Attorneys who specialize in immigration workplace enforcement say ICE now appears to be prioritizing volume over the size of the businesses involved. The agency’s investigative arm, Homeland Security Investigations, is issuing more subpoenas for employment records and pursuing fines against smaller employers at a scale the attorneys describe as unprecedented under President Donald Trump’s second term.
“We’ve never seen anything like this before in terms of sheer quantity,” said Michael Davis, who has practiced immigration workplace enforcement law for more than three decades.
His St. Louis Park–based firm, Davis Immigration Lawyers, once handled only a handful of workplace enforcement cases each year but is now handling several every week. Instead of a limited number of large, high-profile raids, Davis said, ICE is carrying out a much higher volume of audits, subpoenas, fines and, at times, raids— often without regard to the size of the business.
Much of that enforcement, Davis said, centers on paperwork violations tied to employment verification documents rather than allegations of employing unauthorized workers.
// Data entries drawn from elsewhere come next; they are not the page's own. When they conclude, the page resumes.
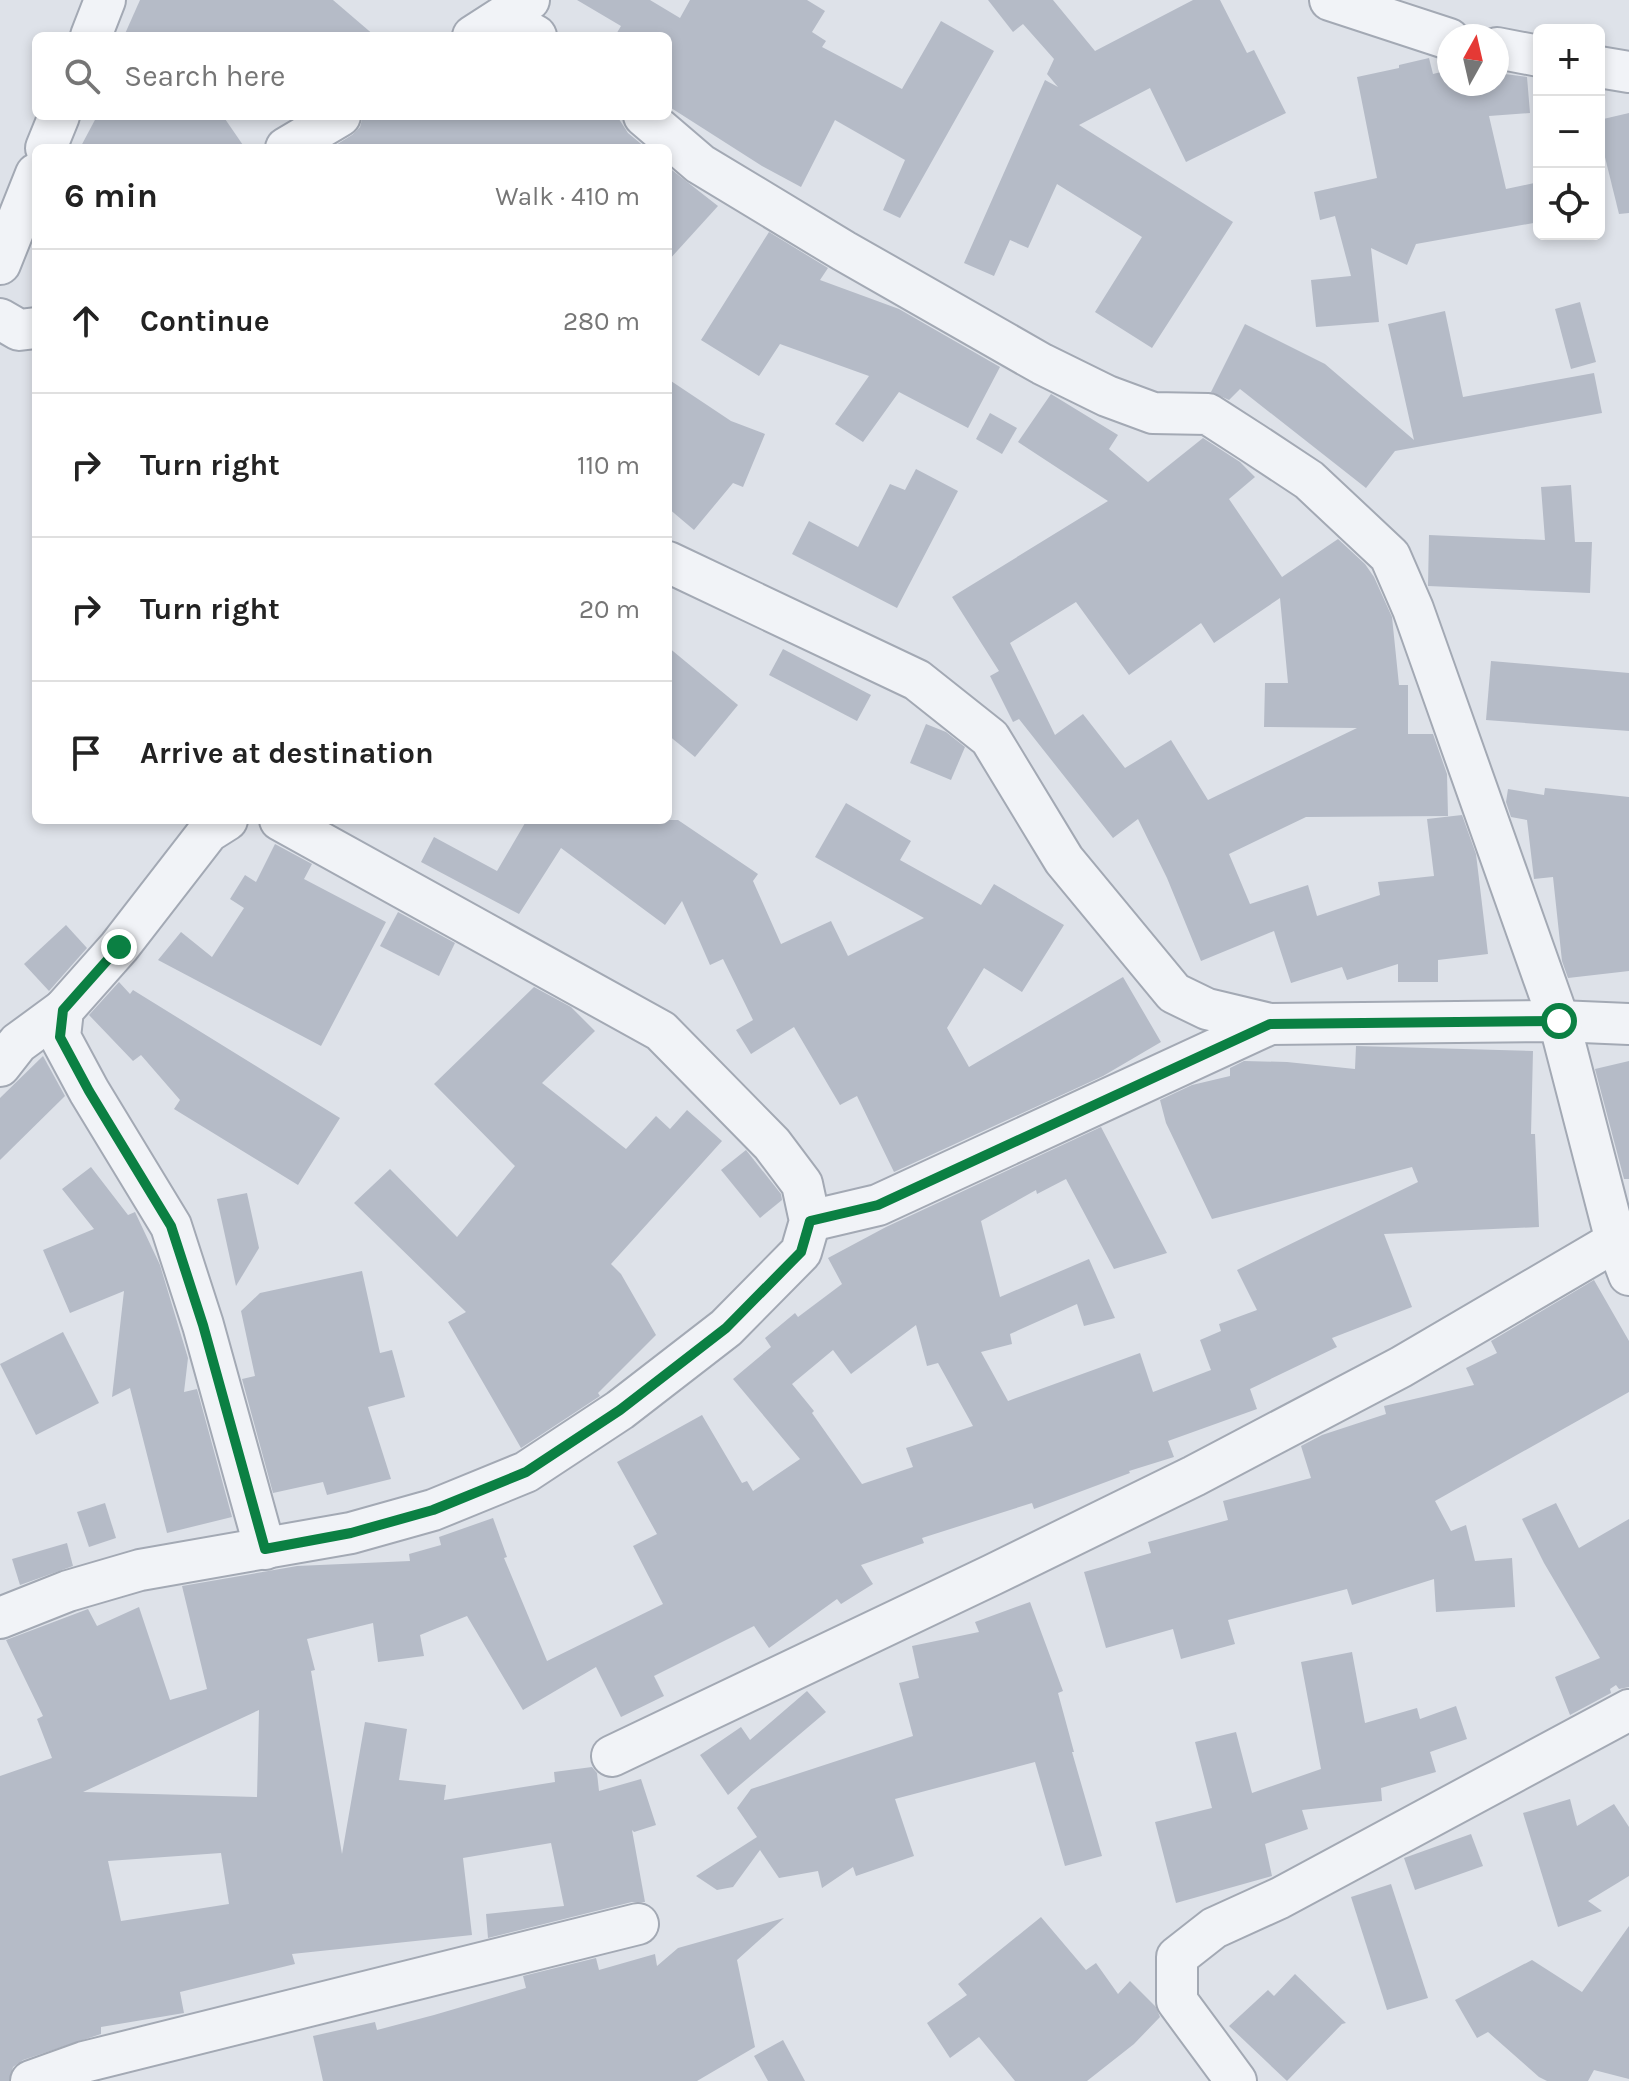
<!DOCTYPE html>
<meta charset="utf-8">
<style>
:root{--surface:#fff;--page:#f2f2f2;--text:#222;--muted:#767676;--line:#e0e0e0}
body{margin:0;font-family:Karla,sans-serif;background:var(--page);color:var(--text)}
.controls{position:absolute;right:24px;top:24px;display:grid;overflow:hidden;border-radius:12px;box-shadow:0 4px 12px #0003}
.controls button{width:72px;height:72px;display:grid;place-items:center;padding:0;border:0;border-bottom:2px solid var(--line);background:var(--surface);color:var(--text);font:40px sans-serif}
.compass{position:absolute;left:1437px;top:24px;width:72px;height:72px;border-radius:50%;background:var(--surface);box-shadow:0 4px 12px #0003;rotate:8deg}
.stop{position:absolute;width:24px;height:24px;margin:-18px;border:6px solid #0b8043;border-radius:50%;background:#fff}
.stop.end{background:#0b8043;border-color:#fff;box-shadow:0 2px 8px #0008}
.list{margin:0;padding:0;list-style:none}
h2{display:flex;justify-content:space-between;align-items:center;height:104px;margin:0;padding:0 32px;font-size:34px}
h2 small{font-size:26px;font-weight:400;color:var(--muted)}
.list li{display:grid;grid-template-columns:52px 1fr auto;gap:24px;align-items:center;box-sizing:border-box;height:144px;padding:0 32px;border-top:2px solid var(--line)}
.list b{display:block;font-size:30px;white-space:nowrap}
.list em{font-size:26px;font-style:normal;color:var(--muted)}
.icon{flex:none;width:44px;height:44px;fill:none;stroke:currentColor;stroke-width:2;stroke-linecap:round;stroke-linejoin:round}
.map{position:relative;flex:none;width:1629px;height:2081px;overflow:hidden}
.search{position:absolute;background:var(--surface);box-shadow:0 4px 12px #0003;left:32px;top:32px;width:640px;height:88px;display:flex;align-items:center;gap:20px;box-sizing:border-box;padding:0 28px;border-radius:12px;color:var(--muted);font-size:30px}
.panel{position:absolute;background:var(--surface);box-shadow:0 4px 12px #0003;left:32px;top:144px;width:640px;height:680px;border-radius:12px}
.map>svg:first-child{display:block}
.building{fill:#b5bbc7;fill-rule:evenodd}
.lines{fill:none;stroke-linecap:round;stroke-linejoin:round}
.street-casing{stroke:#a3a9b4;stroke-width:44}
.street{stroke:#f1f3f7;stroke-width:40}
.route{stroke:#0b8043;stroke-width:10}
</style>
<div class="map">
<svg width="1629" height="2081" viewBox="0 0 1629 2081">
<rect width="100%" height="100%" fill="#dee2e9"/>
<g class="building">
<path d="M 140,0 L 333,0 L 375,36 L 124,36 Z"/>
<path d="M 577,0 L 650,0 L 680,18 L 690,0 L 807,0 L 825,11 L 812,32 L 826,41 L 822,47 L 902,89 L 941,21 L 994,51 L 900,218 L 883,210 L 905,160 L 835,120 L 801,187 L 762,166 L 668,106 L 668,36 L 615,36 L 621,26 Z"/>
<path d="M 988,0 L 1053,0 L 1095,51 L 1193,0 L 1220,0 L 1247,53 L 1254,50 L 1286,113 L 1186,162 L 1150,88 L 1079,125 L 1233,222 L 1152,348 L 1095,312 L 1142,237 L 1057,184 L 1028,248 L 1010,240 L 994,276 L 964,263 L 1045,80 L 1058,87 L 1047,74 L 1054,59 L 1023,24 L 1013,32 Z"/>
<path d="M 1429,58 L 1433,74 L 1449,70 L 1449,84 L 1497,84 L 1497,73 L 1527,77 L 1530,113 L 1489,116 L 1506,189 L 1539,182 L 1539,222 L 1416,244 L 1407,265 L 1371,248 L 1379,322 L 1316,327 L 1311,280 L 1351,276 L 1335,216 L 1320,220 L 1314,192 L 1377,178 L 1357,77 L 1399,68 L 1399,65 Z"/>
<path d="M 1629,113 L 1629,213 L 1619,214 L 1599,133 L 1599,120 Z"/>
<path d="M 97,116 L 223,116 L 245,148 L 80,148 Z"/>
<path d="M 363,116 L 617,116 L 628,133 L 646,148 L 331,148 L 352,135 L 360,127 Z"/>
<path d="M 668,167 L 718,206 L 668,261 Z"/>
<path d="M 769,232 L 828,268 L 820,280 L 899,309 L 1000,367 L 968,428 L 899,392 L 863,442 L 835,424 L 869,376 L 780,344 L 759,376 L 701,340 Z"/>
<path d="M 1580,302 L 1596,362 L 1571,369 L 1555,309 Z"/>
<path d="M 1445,311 L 1463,397 L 1594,373 L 1602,413 L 1395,451 L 1366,488 L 1240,389 L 1229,400 L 1211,392 L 1245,324 L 1325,364 L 1414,440 L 1388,324 Z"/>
<path d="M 668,379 L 731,421 L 765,434 L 743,487 L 733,483 L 694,530 L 668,508 Z"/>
<path d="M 1051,394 L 1118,435 L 1109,449 L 1148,482 L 1203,438 L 1240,462 L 1255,477 L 1229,499 L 1282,577 L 1338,539 L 1365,564 L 1374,577 L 1392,617 L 1399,685 L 1408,685 L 1408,734 L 1433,734 L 1447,774 L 1448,816 L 1306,817 L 1229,854 L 1250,904 L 1308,885 L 1317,916 L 1380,895 L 1378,882 L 1434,876 L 1427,819 L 1462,815 L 1476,854 L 1488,954 L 1438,960 L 1438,982 L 1398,982 L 1398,964 L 1347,980 L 1342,967 L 1291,983 L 1274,931 L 1201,961 L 1167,878 L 1138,819 L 1113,838 L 1019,719 L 1013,722 L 990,676 L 999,671 L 952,597 L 1108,501 L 1018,442 ZM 1280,598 L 1288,683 L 1265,683 L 1264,727 L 1357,728 L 1208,800 L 1171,740 L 1125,768 L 1083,714 L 1055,735 L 1010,643 L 1076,602 L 1129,675 L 1201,623 L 1214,643 Z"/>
<path d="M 990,413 L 1017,428 L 1002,454 L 976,439 Z"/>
<path d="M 916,469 L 958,491 L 897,608 L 792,554 L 809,521 L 858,547 L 890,484 L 905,490 Z"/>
<path d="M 1571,485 L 1575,542 L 1592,542 L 1590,593 L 1428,586 L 1429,535 L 1545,540 L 1541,487 Z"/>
<path d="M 668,647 L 738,705 L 695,757 L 668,735 Z"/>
<path d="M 783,649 L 871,695 L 857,721 L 769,675 Z"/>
<path d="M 1491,661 L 1629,673 L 1629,731 L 1486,720 Z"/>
<path d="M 926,724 L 946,732 L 965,747 L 951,780 L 910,763 Z"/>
<path d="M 1545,788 L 1629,797 L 1629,971 L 1568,978 L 1562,961 L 1553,877 L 1534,879 L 1527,820 L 1511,817 L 1506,802 L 1508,789 L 1544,795 Z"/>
<path d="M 846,803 L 911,841 L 900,860 L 981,905 L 994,884 L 1064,925 L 1022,992 L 984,968 L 947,1028 L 969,1067 L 1123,977 L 1161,1042 L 1103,1076 L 894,1172 L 857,1096 L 840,1105 L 794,1027 L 751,1054 L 736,1030 L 753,1020 L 723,959 L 710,965 L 682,901 L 665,925 L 561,848 L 519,914 L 421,862 L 434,837 L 497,871 L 525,823 L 521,820 L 678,820 L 758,874 L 753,881 L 781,944 L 831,921 L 848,956 L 924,918 L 815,857 Z"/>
<path d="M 275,844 L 312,864 L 304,879 L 386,922 L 321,1046 L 158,960 L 181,932 L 212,957 L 244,908 L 230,899 L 245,875 L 256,882 Z"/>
<path d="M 398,912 L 455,943 L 439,976 L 380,946 Z"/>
<path d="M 66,925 L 87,948 L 49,991 L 24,964 Z"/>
<path d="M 119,982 L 130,994 L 133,990 L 340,1118 L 298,1185 L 174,1109 L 180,1100 L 141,1055 L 133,1061 L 89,1015 Z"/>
<path d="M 534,987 L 571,1007 L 595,1031 L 542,1083 L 626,1149 L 656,1116 L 670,1129 L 687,1110 L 722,1141 L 611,1264 L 621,1274 L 656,1335 L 598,1393 L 600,1396 L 521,1448 L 448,1322 L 466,1312 L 354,1203 L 390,1169 L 457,1237 L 515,1166 L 434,1084 Z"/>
<path d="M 1356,1046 L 1533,1051 L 1531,1134 L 1535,1134 L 1539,1227 L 1384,1234 L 1412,1307 L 1332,1338 L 1337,1347 L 1250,1389 L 1257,1409 L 1168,1441 L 1174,1457 L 1129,1471 L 1130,1473 L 1034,1509 L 1032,1503 L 922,1538 L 924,1543 L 861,1565 L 873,1584 L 841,1604 L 837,1599 L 769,1648 L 754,1626 L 654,1676 L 664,1696 L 621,1717 L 596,1667 L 523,1710 L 467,1616 L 420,1635 L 424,1656 L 378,1662 L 373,1623 L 307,1639 L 315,1670 L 311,1671 L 342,1854 L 365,1722 L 407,1729 L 399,1780 L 446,1785 L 444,1800 L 555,1782 L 554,1772 L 592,1767 L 597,1773 L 599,1791 L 641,1779 L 656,1825 L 634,1832 L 632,1830 L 645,1902 L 632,1902 L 488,1938 L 486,1914 L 564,1906 L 551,1843 L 463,1858 L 472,1935 L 292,1954 L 295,1964 L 180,1992 L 184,2013 L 101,2027 L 101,2034 L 23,2060 L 13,2067 L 9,2081 L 0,2081 L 0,1776 L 52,1758 L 37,1719 L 43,1716 L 6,1640 L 88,1609 L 97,1626 L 139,1607 L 170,1700 L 207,1689 L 182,1586 L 297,1566 L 410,1561 L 409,1554 L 441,1545 L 439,1537 L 493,1518 L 507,1557 L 504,1558 L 547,1661 L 663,1604 L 633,1546 L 657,1534 L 617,1462 L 702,1415 L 742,1483 L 747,1481 L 753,1491 L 800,1459 L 733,1379 L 771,1347 L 765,1338 L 795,1313 L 798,1317 L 842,1284 L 828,1258 L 886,1227 L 1101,1127 L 1167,1253 L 1114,1269 L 1066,1179 L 1037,1194 L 1036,1190 L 981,1221 L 1000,1297 L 1089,1259 L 1115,1318 L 1084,1326 L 1077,1304 L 1010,1334 L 1012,1344 L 981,1352 L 1008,1401 L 1140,1353 L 1153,1392 L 1211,1370 L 1200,1340 L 1221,1331 L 1219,1324 L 1257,1310 L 1237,1270 L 1418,1182 L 1412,1167 L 1212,1219 L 1166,1123 L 1160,1100 L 1192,1085 L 1230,1076 L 1230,1068 L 1244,1061 L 1287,1062 L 1355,1069 ZM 916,1325 L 927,1366 L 938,1363 L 973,1426 L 906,1448 L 913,1467 L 862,1484 L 812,1413 L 814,1411 L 792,1384 L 833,1350 L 851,1374 ZM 259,1710 L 257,1797 L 83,1792 ZM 221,1853 L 229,1904 L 121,1921 L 108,1861 Z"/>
<path d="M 43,1056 L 65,1096 L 0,1160 L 0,1098 Z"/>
<path d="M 1629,1061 L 1629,1179 L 1624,1179 L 1595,1069 Z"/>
<path d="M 746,1150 L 781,1194 L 782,1200 L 760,1218 L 721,1170 Z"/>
<path d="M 91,1167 L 128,1215 L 135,1212 L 160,1265 L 188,1358 L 184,1392 L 197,1389 L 232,1517 L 167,1533 L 130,1388 L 112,1397 L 124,1291 L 70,1313 L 43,1250 L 94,1229 L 62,1189 Z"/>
<path d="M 247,1193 L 259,1248 L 236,1286 L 217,1199 Z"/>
<path d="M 362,1271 L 380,1353 L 392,1350 L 405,1397 L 368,1407 L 391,1479 L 327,1495 L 323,1482 L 273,1493 L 242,1379 L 255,1376 L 241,1311 L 260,1293 Z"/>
<path d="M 1594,1280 L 1629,1341 L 1629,1392 L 1435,1501 L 1451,1531 L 1466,1525 L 1475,1561 L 1512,1558 L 1515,1607 L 1436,1612 L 1434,1579 L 1352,1605 L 1347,1589 L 1228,1620 L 1235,1644 L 1181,1659 L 1173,1629 L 1106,1648 L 1084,1572 L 1151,1553 L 1148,1542 L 1228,1520 L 1223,1501 L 1311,1478 L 1301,1446 L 1322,1435 L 1386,1414 L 1384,1406 L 1474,1385 L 1466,1368 L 1497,1353 L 1491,1341 Z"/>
<path d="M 63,1332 L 99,1403 L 36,1435 L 0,1364 Z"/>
<path d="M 105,1503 L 116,1538 L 89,1547 L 77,1512 Z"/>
<path d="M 1556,1503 L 1579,1548 L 1629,1519 L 1629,1687 L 1619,1689 L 1616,1685 L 1610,1689 L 1611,1693 L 1570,1715 L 1555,1677 L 1600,1658 L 1544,1563 L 1522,1519 Z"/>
<path d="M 67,1543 L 73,1566 L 20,1585 L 12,1559 Z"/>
<path d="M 1030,1602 L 1063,1691 L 1058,1693 L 1074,1752 L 1072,1752 L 1102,1856 L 1065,1866 L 1035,1762 L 895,1799 L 914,1856 L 856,1876 L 853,1867 L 822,1888 L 818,1871 L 779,1878 L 760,1850 L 733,1887 L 717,1890 L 696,1876 L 757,1837 L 737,1808 L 751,1789 L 913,1736 L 899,1683 L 919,1678 L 912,1646 L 979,1632 L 975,1622 Z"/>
<path d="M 1352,1652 L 1365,1723 L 1417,1708 L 1420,1719 L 1456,1706 L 1467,1739 L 1430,1752 L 1436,1772 L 1381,1788 L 1382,1801 L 1302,1810 L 1308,1829 L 1265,1844 L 1272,1876 L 1176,1903 L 1155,1822 L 1212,1808 L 1195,1742 L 1236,1732 L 1252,1793 L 1321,1769 L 1301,1662 Z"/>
<path d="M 807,1691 L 826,1712 L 728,1795 L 700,1755 L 741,1727 L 750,1740 Z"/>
<path d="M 1570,1799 L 1577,1826 L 1614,1804 L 1629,1827 L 1629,1876 L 1588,1901 L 1602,1911 L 1558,1927 L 1523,1813 Z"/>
<path d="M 1471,1834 L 1483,1866 L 1415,1890 L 1404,1858 Z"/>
<path d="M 1391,1884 L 1428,1998 L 1387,2010 L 1351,1897 Z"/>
<path d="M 1041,1917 L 1086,1970 L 1096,1963 L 1118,1994 L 1130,1981 L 1156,2007 L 1160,2017 L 1134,2044 L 1087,2081 L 1015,2081 L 979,2037 L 950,2058 L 927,2023 L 967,1995 L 958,1984 Z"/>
<path d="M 784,1918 L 737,1960 L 755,2047 L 697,2081 L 323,2081 L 313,2036 L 375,2022 L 377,2030 L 434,2015 L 526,1988 L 523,1976 L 596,1958 L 599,1970 L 655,1954 L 657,1966 L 678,1948 Z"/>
<path d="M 1629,1926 L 1629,2079 L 1594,2070 L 1588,2081 L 1547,2081 L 1539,2077 L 1488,2032 L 1477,2038 L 1455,2000 L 1532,1960 L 1582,1992 Z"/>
<path d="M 1295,1974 L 1346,2023 L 1342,2024 L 1287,2081 L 1229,2026 L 1268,1990 L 1274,1996 Z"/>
<path d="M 783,2040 L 805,2081 L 768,2081 L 754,2056 Z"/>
</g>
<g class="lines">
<g class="street-casing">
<g id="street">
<path d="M 1330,0 L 1449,39"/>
<path d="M 504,18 L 536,36"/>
<path d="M 91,36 L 105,0"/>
<path d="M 473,36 L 529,0"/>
<path d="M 1497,48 L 1539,56"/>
<path d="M 1599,67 L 1629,72"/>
<path d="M 46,148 L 59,116"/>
<path d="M 286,148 L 340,116"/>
<path d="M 0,264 L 36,174"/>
<path d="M 0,319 L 19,330 L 36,328"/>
<path d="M 668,562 L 917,680 L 990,738 L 1064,860 L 1174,993 L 1207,1009 L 1270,1024 L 1559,1021 L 1629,1024"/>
<path d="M 227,820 L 208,832 L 119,947 L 63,1010 L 60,1037 L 89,1091 L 171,1226 L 203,1325 L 265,1549"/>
<path d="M 0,1066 L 18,1043 L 63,1010"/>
<path d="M 810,1221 L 878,1205 L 1270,1024"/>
<path d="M 1616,1241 L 1629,1275"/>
<path d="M 0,1618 L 68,1591 L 140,1570 L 351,1533 L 433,1510 L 526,1472 L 620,1410 L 726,1328 L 801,1252 L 810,1221 L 802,1184 L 772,1144 L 661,1031 L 280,820"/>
<path d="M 612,1756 L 992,1575 L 1194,1476 L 1401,1367 L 1616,1241 L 1559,1021 L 1413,609 L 1390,556 L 1309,480 L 1253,443 L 1208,414 L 1153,413 L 1107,396 L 1042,364 L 844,251 L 700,164 L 644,116"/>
<path d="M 31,2081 L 84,2062 L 638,1924"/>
<path d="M 1236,2081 L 1177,2001 L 1177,1957 L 1214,1928 L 1280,1898 L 1629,1710"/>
</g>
</g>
<use href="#street" class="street"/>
</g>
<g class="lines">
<path class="route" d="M 119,947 L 63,1010 L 60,1037 L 89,1091 L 171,1226 L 203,1325 L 265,1549 L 351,1533 L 433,1510 L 526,1472 L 620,1410 L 726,1328 L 801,1252 L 810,1221 L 878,1205 L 1270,1024 L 1559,1021"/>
</g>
</svg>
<div class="controls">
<button>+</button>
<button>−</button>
<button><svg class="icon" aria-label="locate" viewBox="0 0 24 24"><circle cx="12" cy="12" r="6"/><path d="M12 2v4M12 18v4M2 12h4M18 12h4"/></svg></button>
</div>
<svg class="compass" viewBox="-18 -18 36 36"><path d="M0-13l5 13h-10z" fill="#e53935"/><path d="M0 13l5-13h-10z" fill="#767676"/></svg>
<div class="stop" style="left:1559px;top:1021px"></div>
<div class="stop end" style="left:119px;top:947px"></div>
<div class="search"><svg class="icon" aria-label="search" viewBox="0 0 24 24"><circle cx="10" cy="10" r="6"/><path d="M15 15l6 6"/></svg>Search here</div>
<section class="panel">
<h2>6 min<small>Walk · 410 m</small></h2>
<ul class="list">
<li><svg class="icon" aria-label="ahead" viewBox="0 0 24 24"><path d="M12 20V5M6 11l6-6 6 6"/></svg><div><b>Continue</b></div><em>280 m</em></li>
<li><svg class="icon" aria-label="right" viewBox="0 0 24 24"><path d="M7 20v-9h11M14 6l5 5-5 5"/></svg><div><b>Turn right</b></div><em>110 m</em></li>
<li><svg class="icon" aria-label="right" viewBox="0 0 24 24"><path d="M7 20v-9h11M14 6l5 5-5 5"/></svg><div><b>Turn right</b></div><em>20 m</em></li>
<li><svg class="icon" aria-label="arrive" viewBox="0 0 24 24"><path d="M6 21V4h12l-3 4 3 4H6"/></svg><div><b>Arrive at destination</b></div></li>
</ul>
</section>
</div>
In two recent cases he worked on, he said, separate businesses were each assessed fines of about $100,000 for paperwork errors alone, penalties he described as “a significant hit for a small business.”
“This is part of the administration’s overall effort not just to ensure compliance, but to make it more difficult for businesses to operate,” Davis said.
The Department of Homeland Security did not respond to the Minnesota Star Tribune’s requests for comment.
A shift toward smaller businesses
Historically, high-profile immigration workplace enforcement focused on large employers such as agricultural operations, food processors or factories employing hundreds of workers.